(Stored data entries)

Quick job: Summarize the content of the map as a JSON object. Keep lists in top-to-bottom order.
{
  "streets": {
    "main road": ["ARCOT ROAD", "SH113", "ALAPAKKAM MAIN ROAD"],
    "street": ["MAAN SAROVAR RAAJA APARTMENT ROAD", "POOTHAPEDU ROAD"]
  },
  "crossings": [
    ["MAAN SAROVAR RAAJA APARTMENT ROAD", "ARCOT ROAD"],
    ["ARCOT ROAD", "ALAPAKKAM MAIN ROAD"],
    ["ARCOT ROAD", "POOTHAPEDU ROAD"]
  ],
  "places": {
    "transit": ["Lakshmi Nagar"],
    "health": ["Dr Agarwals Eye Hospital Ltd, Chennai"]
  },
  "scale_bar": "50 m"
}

Requirement –
Transcribe the data above exactly as it reads.

The completed task –
Quick job: Summarize the content of the map as a JSON object. Keep lists in top-to-bottom order.
{
  "streets": {
    "main road": ["ARCOT ROAD", "SH113", "ALAPAKKAM MAIN ROAD"],
    "street": ["MAAN SAROVAR RAAJA APARTMENT ROAD", "POOTHAPEDU ROAD"]
  },
  "crossings": [
    ["MAAN SAROVAR RAAJA APARTMENT ROAD", "ARCOT ROAD"],
    ["ARCOT ROAD", "ALAPAKKAM MAIN ROAD"],
    ["ARCOT ROAD", "POOTHAPEDU ROAD"]
  ],
  "places": {
    "transit": ["Lakshmi Nagar"],
    "health": ["Dr Agarwals Eye Hospital Ltd, Chennai"]
  },
  "scale_bar": "50 m"
}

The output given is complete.